Text: God is our refuge and strength, a very present help in trouble. Therefore we will not fear though the earth gives way, though the mountains be moved into the heart of the sea, though its waters roar and foam, though the mountains tremble at its swelling.

There is a river whose streams make glad the city of God, the holy habitation of the Most High. God is in the midst of her; she shall not be moved; God will help her when morning dawns. The nations rage, the kingdoms totter; he utters his voice, the earth melts.

The Lord of hosts is with us; the God of Jacob is our fortress.

Come, behold the works of the Lord, how he has brought desolations on the earth. He makes wars cease to the end of the earth; he breaks the bow and shatters the spear; he burns the chariots with fire.

“Be still, and know that I am God. I will be exalted among the nations, I will be exalted in the earth!”
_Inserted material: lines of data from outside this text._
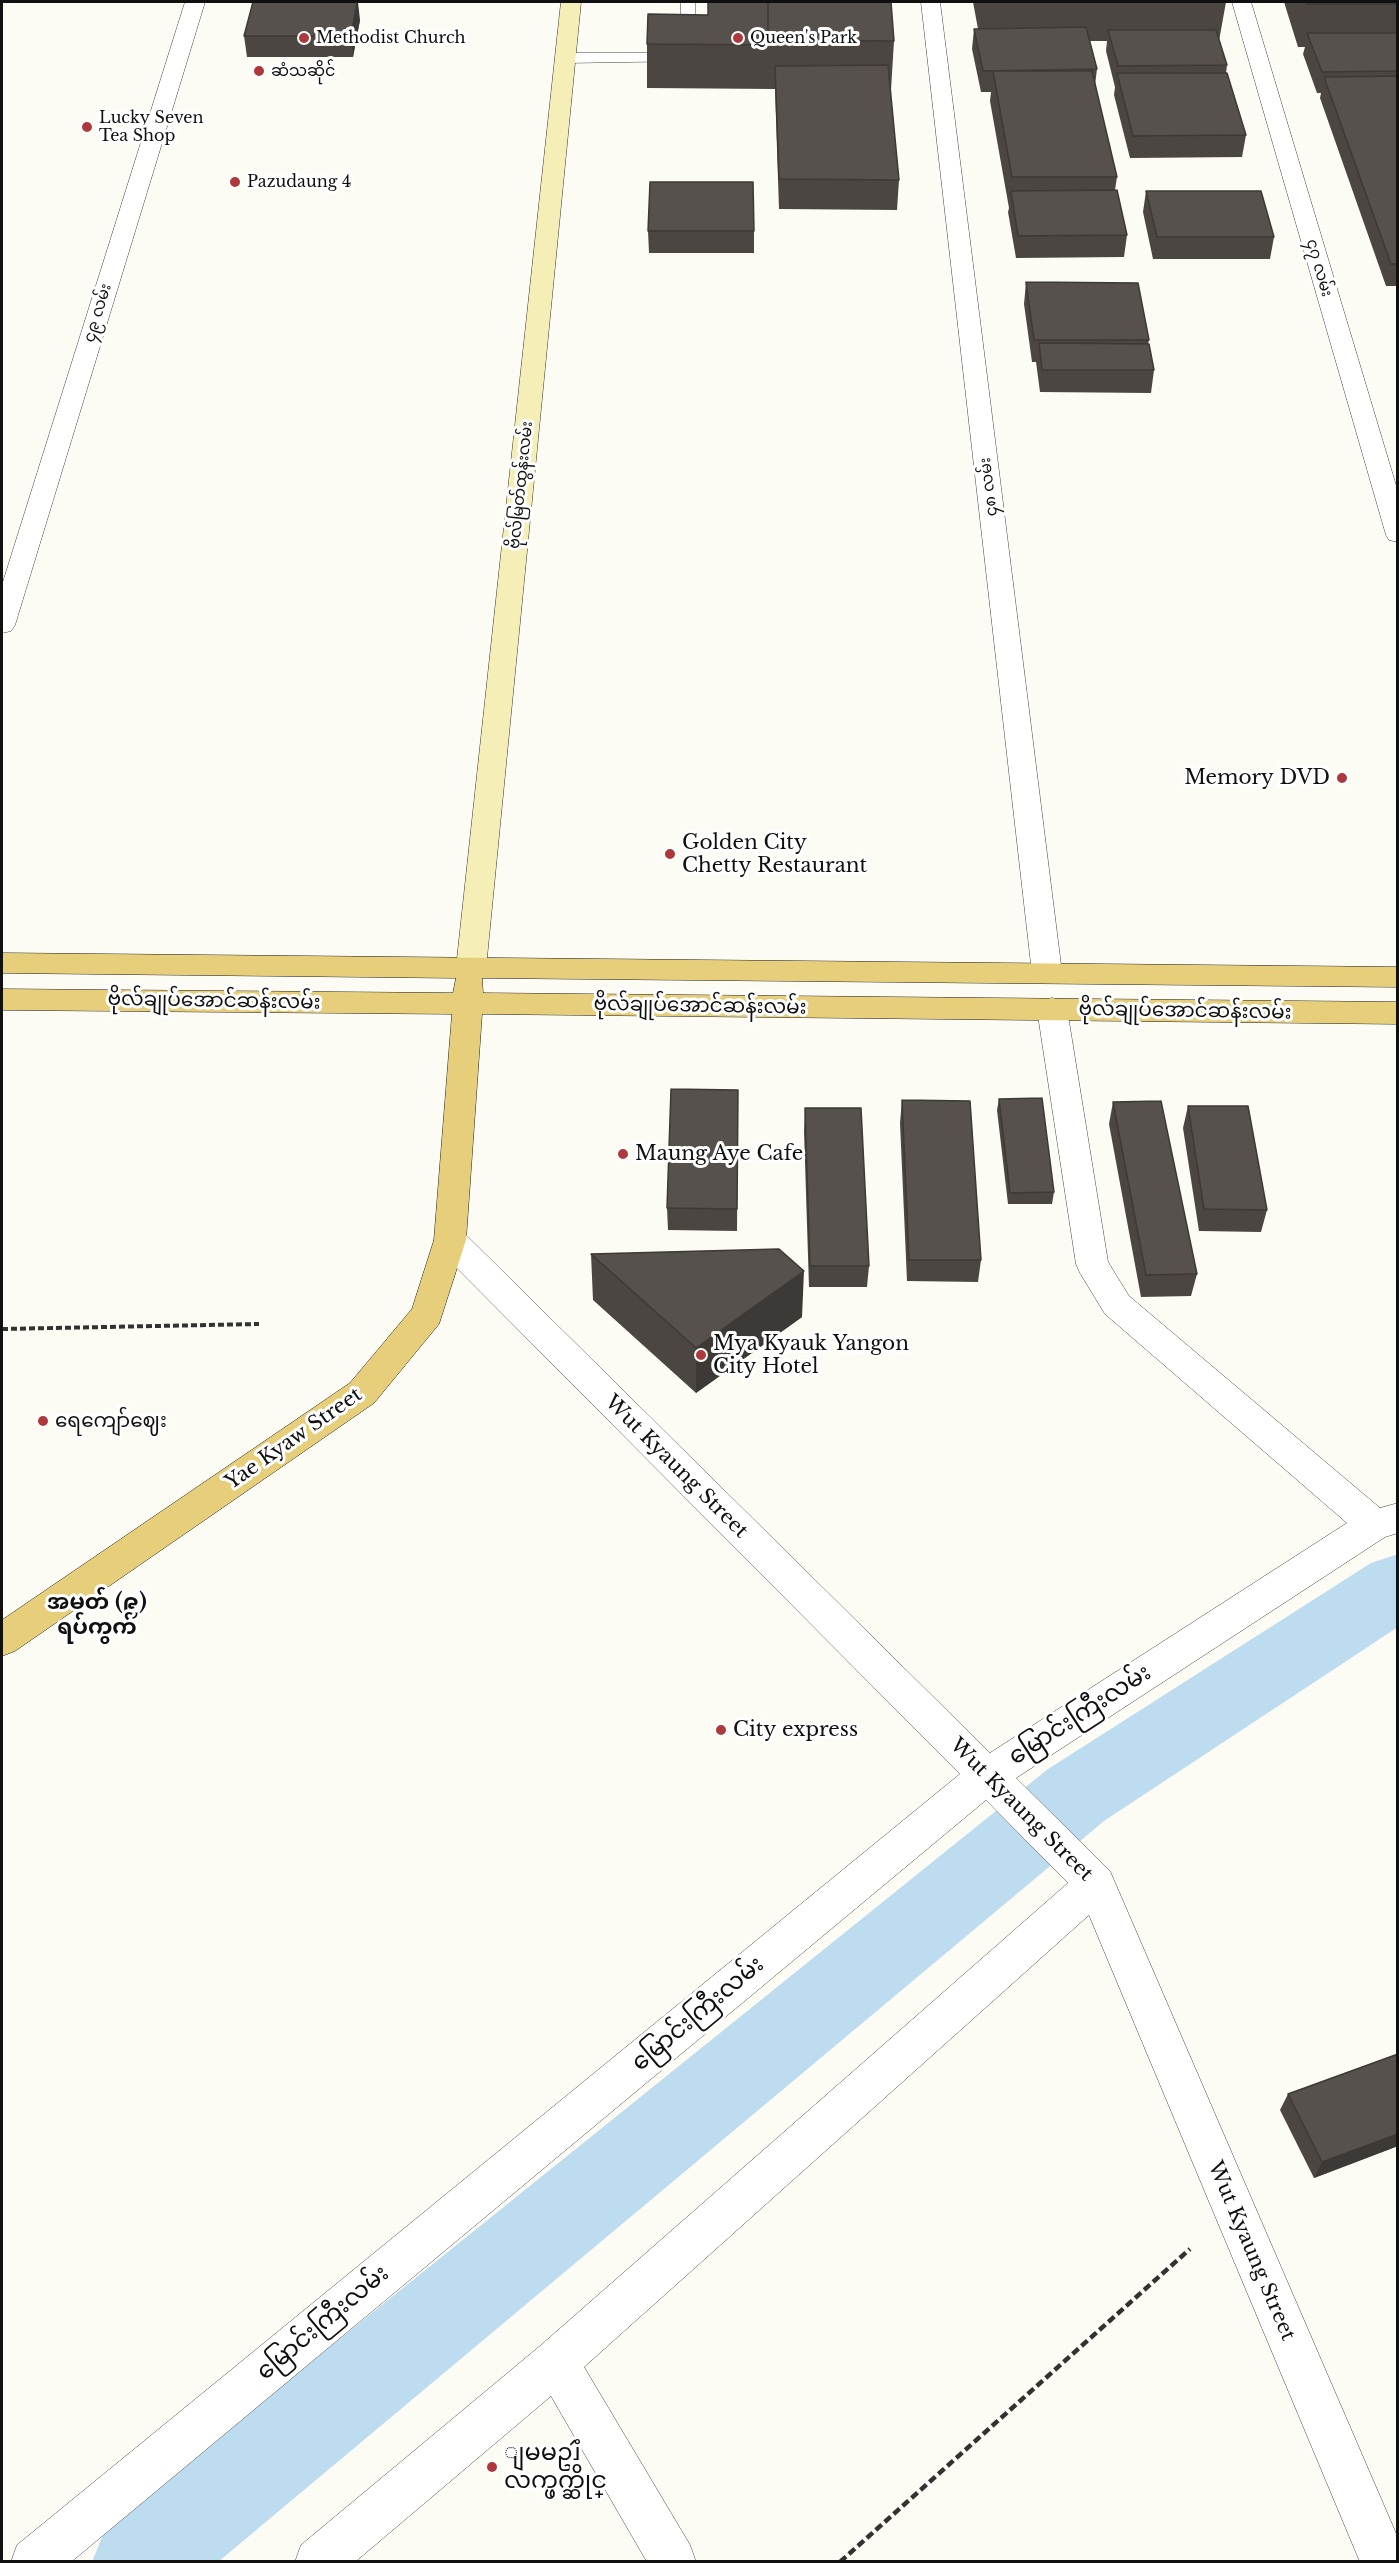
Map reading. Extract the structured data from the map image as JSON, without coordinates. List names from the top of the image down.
{
  "streets": {
    "main road": ["ဗိုလ်မြတ်ထွန်းလမ်း", "ဗိုလ်ချုပ်အောင်ဆန်းလမ်း", "Yae Kyaw Street"],
    "street": [
      "၄၇ လမ်း",
      "၄၉ လမ်း",
      "၄၈ လမ်း",
      "Wut Kyaung Street",
      "မြောင်းကြီးလမ်း"
    ]
  },
  "crossings": [
    ["ဗိုလ်မြတ်ထွန်းလမ်း", "ဗိုလ်ချုပ်အောင်ဆန်းလမ်း"],
    ["ဗိုလ်မြတ်ထွန်းလမ်း", "Yae Kyaw Street"],
    ["၄၈ လမ်း", "ဗိုလ်ချုပ်အောင်ဆန်းလမ်း"],
    ["ဗိုလ်ချုပ်အောင်ဆန်းလမ်း", "Yae Kyaw Street"],
    ["Yae Kyaw Street", "Wut Kyaung Street"],
    ["Wut Kyaung Street", "မြောင်းကြီးလမ်း"]
  ],
  "districts": ["အမှတ် (၉) ရပ်ကွက်"],
  "places": [
    "Methodist Church",
    "Queen's Park",
    "ဆံသဆိုင်",
    "Lucky Seven Tea Shop",
    "Pazudaung 4",
    "Memory DVD",
    "Golden City Chetty Restaurant",
    "Maung Aye Cafe",
    "Mya Kyauk Yangon City Hotel",
    "ရေကျော်ဈေး",
    "City express",
    "ျမမဥၨဴ လက္ဖက္ဆိုင္"
  ]
}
The Lord of hosts is with us; the God of Jacob is our fortress. Psalm 46

Scripture quoted from The Holy Bible, English Standard Version®, © 2001 by Crossway Bibles, a publishing ministry of Good News Publishers. Used by permission. All rights reserved.

Audio: Click to hear the MP3 of Fortified!

NB: For some reason, a few people have had problems trying to play the inline audio if Windows Media is their default MP3 player. If this occurs, you can either change to QuickTime or another default browser player, copy and paste the link directly into a selected player, or download it to your computer, where it seems to work regardless of which player. Several folks have suggested VLC Player from VideoLAN.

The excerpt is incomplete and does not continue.